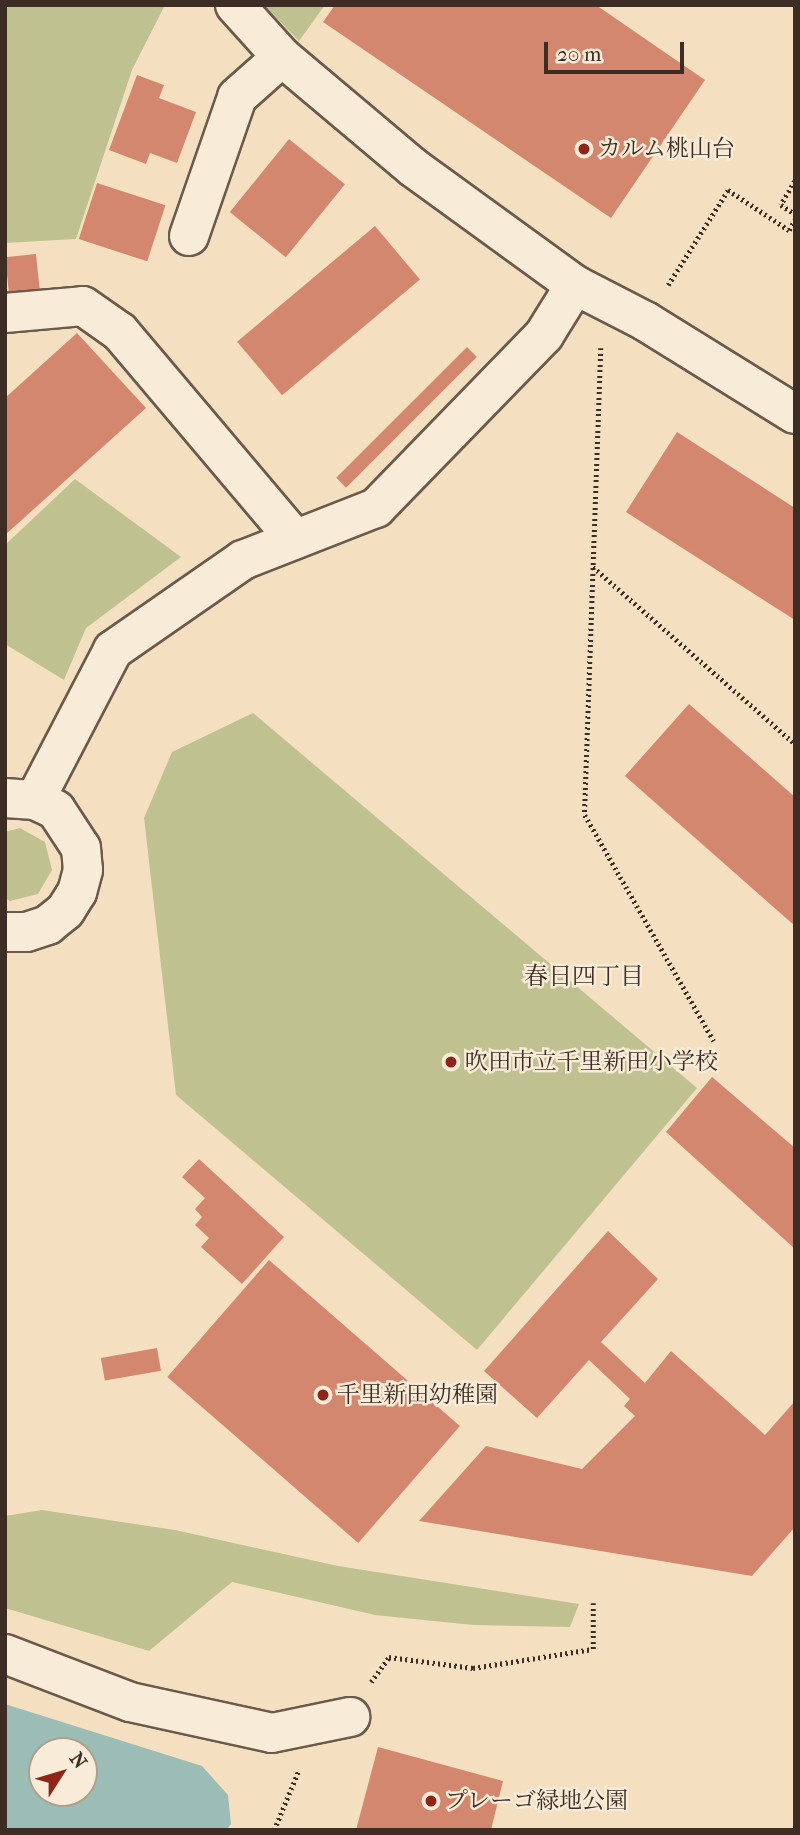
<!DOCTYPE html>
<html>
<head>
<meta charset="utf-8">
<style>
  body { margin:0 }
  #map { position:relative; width:800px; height:1835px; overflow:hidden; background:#f4e0c1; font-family:"IM FELL French Canon","Noto Serif JP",serif }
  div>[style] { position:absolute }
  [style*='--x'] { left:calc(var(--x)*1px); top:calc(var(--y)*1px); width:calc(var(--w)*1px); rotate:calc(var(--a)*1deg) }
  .green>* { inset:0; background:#c0c190 }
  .water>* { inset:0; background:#9cbdb5 }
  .building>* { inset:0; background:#d3876e; transform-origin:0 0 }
  .path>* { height:4.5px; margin-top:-2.25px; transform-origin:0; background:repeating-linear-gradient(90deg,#3d2d24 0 2px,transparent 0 5.5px) }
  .roads { filter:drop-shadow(2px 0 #6b5a4b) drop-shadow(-2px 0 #6b5a4b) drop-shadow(0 2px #6b5a4b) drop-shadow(0 -2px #6b5a4b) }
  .minor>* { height:38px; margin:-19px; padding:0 19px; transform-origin:19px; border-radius:19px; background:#f8ebd7 }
  .dots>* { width:19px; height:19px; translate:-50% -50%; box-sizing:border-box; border:4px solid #f8ebd7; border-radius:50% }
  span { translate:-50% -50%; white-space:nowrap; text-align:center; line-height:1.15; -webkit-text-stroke:5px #f8ebd7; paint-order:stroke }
  .poi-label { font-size:23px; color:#3d2d24 }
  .left { translate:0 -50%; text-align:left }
  .neighbourhood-label { font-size:24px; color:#3d2d24 }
  .frame { position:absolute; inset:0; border:7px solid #3d2d24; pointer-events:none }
  .north { position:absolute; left:28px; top:1737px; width:70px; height:70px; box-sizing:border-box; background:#f8ebd7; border:2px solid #ad9f8f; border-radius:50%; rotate:53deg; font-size:19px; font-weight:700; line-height:28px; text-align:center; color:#3d2d24 }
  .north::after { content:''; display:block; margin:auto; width:24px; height:32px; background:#8f2418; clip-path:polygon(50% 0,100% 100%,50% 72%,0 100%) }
  .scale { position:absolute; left:544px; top:42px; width:140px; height:32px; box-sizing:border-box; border:4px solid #3d2d24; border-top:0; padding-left:9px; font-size:21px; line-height:24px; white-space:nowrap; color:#3d2d24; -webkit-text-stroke:5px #f8ebd7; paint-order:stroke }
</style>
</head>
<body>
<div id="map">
  <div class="green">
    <i style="clip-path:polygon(5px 5px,165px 5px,132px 70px,76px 239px,5px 243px)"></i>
    <i style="clip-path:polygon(264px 5px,325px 5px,299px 41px)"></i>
    <i style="clip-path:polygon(75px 479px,181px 557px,86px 628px,64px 680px,5px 644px,5px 545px)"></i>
    <i style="clip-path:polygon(253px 713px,697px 1088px,477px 1350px,176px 1095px,144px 818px,172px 752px)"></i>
    <i style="clip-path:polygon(20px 828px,45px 842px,52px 870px,38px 894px,10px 901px,5px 898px,5px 832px)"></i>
    <i style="clip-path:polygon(42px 1510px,175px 1530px,338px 1566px,579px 1604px,570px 1627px,473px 1625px,375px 1615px,232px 1582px,149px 1651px,5px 1608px,5px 1516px)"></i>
  </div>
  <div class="water">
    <i style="clip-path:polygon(evenodd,5px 1704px,202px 1766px,228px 1795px,231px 1824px,226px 1830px,5px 1830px,5px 1704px,42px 1751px,84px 1751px,84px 1793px,42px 1793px,42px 1751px)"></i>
  </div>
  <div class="building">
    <i style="clip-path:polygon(335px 5px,596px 5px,705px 80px,611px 218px,323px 22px)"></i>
    <i style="clip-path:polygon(137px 75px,164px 85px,159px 98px,196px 112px,177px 163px,150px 153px,146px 164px,109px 150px)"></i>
    <i style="left:289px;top:139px;width:72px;height:94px;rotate:39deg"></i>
    <i style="left:97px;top:183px;width:72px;height:59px;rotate:18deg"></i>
    <i style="left:375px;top:226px;width:70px;height:180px;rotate:50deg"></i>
    <i style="left:36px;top:254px;width:37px;height:31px;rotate:84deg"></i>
    <i style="clip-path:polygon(77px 333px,146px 408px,5px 535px,5px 398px)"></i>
    <i style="left:467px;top:347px;width:14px;height:185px;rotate:45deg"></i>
    <i style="clip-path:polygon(677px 432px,795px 508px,795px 620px,626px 512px)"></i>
    <i style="clip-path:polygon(689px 704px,795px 797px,795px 926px,625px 776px)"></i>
    <i style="clip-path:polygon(712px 1077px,795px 1148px,795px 1249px,666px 1132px)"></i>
    <i style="clip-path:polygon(199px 1159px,284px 1237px,242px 1284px,201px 1247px,209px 1238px,195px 1225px,202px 1217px,195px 1209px,205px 1198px,182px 1177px)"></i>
    <i style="clip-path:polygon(608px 1231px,658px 1279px,601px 1342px,645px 1383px,671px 1351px,765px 1435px,795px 1401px,795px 1527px,752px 1576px,419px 1521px,486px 1446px,582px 1469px,635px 1416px,624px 1406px,630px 1399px,589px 1360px,537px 1418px,484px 1371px)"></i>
    <i style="left:269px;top:1260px;width:253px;height:155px;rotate:41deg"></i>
    <i style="left:157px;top:1348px;width:23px;height:57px;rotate:80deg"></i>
    <i style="clip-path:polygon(378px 1747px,503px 1781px,491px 1830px,356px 1830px)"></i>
  </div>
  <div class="path">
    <i style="--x:795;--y:181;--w:28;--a:120"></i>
    <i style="--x:781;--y:205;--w:17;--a:33"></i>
    <i style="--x:668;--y:285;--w:112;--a:-57.7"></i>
    <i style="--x:728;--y:190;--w:73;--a:33.3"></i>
    <i style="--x:789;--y:230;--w:12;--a:-59"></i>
    <i style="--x:601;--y:348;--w:467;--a:92"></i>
    <i style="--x:585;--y:815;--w:260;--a:60.3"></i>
    <i style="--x:593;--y:567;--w:269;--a:41.2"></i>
    <i style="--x:371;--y:1682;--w:31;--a:-54"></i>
    <i style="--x:389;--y:1657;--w:85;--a:7.5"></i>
    <i style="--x:473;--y:1668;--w:121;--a:-9"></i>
    <i style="--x:593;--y:1649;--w:46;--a:-90"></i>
    <i style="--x:274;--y:1830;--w:63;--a:-67.5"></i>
  </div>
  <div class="roads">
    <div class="minor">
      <i style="--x:235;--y:5;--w:70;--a:47.9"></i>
      <i style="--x:282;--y:57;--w:172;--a:40.1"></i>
      <i style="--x:414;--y:168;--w:199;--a:36"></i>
      <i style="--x:575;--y:285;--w:79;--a:27.2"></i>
      <i style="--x:645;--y:321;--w:176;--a:31.8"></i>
      <i style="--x:189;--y:236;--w:147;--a:-70.9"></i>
      <i style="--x:237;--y:97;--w:60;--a:-41.6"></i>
      <i style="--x:5;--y:313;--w:78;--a:-5.1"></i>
      <i style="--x:83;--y:306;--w:45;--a:35.1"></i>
      <i style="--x:120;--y:332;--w:271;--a:49.8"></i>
      <i style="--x:5;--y:798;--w:30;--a:4"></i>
      <i style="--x:35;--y:800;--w:23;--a:25"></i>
      <i style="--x:56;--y:810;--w:45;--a:56.7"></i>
      <i style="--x:81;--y:848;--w:22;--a:85"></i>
      <i style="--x:83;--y:870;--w:23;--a:105"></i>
      <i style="--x:77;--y:892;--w:22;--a:122"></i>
      <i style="--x:65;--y:911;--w:22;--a:141"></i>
      <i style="--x:48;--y:925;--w:23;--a:162"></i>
      <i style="--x:26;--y:932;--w:21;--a:180"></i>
      <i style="--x:35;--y:800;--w:169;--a:-62.5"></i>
      <i style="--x:113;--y:650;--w:158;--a:-34.7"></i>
      <i style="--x:243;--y:560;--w:143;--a:-21.4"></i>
      <i style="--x:376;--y:508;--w:241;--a:-45.8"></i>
      <i style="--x:544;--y:335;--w:59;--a:-58.2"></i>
      <i style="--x:5;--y:1654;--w:134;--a:21"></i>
      <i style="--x:130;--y:1702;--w:145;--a:12.3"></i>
      <i style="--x:272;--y:1733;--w:80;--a:-11.6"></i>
    </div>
  </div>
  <div class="dots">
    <i style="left:584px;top:149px;background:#8f2418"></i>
    <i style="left:451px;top:1062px;background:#8f2418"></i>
    <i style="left:323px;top:1395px;background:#8f2418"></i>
    <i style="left:431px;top:1801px;background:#8f2418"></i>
  </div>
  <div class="poi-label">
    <span class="left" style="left:598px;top:149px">カルム桃山台</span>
    <span class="left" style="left:465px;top:1062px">吹田市立千里新田小学校</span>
    <span class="left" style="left:337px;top:1395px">千里新田幼稚園</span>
    <span class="left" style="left:445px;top:1801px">プレーゴ緑地公園</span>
  </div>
  <div class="neighbourhood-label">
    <span style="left:584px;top:977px">春日四丁目</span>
  </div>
  <div class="frame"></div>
  <div class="north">N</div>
  <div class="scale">20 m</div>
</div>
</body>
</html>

════

Exercise details
Copy, word for word, the entries above from the first line to the line that holds "filter:drop-shadow(2px 0 #6b5a4b)". Drop the pictures.

Solved exercise
<!DOCTYPE html>
<html>
<head>
<meta charset="utf-8">
<style>
  body { margin:0 }
  #map { position:relative; width:800px; height:1835px; overflow:hidden; background:#f4e0c1; font-family:"IM FELL French Canon","Noto Serif JP",serif }
  div>[style] { position:absolute }
  [style*='--x'] { left:calc(var(--x)*1px); top:calc(var(--y)*1px); width:calc(var(--w)*1px); rotate:calc(var(--a)*1deg) }
  .green>* { inset:0; background:#c0c190 }
  .water>* { inset:0; background:#9cbdb5 }
  .building>* { inset:0; background:#d3876e; transform-origin:0 0 }
  .path>* { height:4.5px; margin-top:-2.25px; transform-origin:0; background:repeating-linear-gradient(90deg,#3d2d24 0 2px,transparent 0 5.5px) }
  .roads { filter:drop-shadow(2px 0 #6b5a4b) drop-shadow(-2px 0 #6b5a4b) drop-shadow(0 2px #6b5a4b) drop-shadow(0 -2px #6b5a4b) }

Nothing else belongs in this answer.